RECORDED INFORMATION:
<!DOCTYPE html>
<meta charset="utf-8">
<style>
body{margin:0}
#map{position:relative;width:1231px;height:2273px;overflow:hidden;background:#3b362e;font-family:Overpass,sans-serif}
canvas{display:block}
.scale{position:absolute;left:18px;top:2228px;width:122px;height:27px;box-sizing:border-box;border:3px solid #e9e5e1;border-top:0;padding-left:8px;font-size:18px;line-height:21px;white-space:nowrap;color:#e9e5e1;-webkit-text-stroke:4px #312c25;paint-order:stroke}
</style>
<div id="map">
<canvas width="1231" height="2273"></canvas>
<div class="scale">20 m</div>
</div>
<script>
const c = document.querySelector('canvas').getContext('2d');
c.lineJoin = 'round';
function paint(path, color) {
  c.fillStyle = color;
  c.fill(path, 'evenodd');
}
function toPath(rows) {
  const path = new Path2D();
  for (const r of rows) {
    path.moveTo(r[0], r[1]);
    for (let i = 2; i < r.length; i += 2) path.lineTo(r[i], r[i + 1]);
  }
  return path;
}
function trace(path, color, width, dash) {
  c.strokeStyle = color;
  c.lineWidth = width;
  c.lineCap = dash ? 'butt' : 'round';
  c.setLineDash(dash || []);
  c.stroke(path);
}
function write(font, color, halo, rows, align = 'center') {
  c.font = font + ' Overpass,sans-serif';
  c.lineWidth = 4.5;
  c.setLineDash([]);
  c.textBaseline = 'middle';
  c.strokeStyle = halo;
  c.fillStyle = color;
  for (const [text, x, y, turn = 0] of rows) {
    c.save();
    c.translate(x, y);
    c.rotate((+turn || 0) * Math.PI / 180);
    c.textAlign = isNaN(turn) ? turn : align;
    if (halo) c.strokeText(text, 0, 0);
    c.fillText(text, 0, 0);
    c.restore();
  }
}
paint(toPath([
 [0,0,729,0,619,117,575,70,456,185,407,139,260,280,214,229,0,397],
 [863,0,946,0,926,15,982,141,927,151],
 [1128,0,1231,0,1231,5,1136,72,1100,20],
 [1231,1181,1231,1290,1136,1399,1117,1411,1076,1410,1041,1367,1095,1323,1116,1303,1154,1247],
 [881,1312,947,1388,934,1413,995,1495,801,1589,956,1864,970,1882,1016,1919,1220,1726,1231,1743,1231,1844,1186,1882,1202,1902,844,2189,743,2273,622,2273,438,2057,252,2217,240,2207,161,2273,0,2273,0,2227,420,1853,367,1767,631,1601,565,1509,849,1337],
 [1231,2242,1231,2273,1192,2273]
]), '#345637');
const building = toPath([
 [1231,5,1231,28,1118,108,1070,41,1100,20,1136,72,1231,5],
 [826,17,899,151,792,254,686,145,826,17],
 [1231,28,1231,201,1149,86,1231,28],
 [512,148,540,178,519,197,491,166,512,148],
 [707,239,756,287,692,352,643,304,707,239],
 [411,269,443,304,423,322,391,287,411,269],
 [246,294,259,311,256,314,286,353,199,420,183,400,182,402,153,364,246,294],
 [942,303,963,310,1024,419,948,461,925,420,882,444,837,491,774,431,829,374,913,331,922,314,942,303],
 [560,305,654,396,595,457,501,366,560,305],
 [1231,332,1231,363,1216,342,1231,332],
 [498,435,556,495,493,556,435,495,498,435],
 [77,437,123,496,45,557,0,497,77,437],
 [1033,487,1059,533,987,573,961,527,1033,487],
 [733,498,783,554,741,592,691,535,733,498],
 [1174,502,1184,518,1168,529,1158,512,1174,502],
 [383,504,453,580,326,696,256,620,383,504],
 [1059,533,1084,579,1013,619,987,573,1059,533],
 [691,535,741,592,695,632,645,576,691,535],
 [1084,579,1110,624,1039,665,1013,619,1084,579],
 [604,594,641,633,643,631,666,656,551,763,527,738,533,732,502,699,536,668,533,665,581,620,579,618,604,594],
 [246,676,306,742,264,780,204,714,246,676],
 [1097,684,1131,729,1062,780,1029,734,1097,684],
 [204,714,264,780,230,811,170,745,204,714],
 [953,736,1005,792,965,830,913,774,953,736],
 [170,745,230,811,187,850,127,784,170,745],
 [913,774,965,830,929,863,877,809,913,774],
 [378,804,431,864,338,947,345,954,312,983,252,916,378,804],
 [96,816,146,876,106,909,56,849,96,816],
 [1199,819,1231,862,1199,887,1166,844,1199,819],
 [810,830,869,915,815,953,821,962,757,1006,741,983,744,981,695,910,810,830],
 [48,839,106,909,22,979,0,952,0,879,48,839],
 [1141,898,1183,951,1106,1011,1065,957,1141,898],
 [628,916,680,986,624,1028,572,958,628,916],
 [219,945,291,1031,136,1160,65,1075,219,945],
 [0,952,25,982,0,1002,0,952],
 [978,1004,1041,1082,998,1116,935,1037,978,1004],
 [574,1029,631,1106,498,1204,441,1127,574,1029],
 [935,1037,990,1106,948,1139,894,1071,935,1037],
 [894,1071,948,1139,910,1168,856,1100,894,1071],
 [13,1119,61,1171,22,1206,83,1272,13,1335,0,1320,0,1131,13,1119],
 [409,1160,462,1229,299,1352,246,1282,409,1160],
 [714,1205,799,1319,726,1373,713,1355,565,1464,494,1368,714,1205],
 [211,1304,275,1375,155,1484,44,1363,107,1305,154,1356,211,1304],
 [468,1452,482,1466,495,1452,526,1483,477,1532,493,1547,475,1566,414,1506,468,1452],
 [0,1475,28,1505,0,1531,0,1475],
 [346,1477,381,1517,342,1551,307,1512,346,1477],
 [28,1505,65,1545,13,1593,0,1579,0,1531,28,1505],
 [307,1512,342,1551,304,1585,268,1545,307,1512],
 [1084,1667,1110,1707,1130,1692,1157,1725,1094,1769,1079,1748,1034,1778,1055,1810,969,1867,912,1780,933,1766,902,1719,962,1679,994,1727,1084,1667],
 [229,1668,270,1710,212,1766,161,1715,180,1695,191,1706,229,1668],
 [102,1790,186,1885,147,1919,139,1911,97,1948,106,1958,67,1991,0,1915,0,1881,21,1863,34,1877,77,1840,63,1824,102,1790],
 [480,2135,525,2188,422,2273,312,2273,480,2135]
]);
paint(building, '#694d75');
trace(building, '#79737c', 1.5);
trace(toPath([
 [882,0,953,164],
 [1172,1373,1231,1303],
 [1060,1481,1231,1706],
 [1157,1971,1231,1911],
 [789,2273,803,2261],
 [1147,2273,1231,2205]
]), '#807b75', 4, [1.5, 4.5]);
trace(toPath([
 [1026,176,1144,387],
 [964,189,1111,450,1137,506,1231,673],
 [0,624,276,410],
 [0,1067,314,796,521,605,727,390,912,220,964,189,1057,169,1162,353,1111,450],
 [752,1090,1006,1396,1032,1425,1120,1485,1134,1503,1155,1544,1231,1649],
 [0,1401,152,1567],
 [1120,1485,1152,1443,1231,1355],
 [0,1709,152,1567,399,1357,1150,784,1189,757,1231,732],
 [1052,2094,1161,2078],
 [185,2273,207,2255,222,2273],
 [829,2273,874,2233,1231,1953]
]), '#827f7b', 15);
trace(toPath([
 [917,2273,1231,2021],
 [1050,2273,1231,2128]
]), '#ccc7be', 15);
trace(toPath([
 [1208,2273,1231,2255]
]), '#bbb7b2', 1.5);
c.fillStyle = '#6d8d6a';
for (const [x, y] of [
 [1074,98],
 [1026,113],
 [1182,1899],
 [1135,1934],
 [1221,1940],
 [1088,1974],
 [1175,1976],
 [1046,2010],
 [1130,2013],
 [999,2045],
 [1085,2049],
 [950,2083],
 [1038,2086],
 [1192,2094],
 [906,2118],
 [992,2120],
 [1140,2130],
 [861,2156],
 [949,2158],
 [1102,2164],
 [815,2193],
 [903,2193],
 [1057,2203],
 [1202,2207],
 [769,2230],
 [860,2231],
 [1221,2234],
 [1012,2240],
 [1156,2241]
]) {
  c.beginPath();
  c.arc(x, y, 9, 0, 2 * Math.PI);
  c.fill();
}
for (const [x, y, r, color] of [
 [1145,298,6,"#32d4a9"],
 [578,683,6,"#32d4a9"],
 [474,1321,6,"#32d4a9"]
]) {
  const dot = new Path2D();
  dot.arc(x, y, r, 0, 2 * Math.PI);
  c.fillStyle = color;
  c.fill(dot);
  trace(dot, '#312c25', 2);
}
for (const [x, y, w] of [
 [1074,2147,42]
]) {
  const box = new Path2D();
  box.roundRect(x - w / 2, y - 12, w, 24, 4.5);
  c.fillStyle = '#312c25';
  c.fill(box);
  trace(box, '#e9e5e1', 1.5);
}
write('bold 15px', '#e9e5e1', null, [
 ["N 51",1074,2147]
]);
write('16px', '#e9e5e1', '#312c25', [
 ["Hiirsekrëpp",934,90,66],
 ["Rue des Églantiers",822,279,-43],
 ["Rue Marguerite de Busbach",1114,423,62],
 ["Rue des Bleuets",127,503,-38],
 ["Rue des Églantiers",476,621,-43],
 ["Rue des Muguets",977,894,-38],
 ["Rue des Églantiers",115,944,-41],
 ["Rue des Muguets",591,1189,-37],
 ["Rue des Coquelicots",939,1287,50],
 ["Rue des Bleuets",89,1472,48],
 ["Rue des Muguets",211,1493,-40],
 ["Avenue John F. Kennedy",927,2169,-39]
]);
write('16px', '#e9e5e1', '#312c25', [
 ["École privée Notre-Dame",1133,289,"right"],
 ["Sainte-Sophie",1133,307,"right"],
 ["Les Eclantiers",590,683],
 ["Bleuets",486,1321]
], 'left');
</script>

ABOUT THIS TASK:
Report the lines above that contain "rows".

COMPLETED TASK:
function toPath(rows) {
  for (const r of rows) {
function write(font, color, halo, rows, align = 'center') {
  for (const [text, x, y, turn = 0] of rows) {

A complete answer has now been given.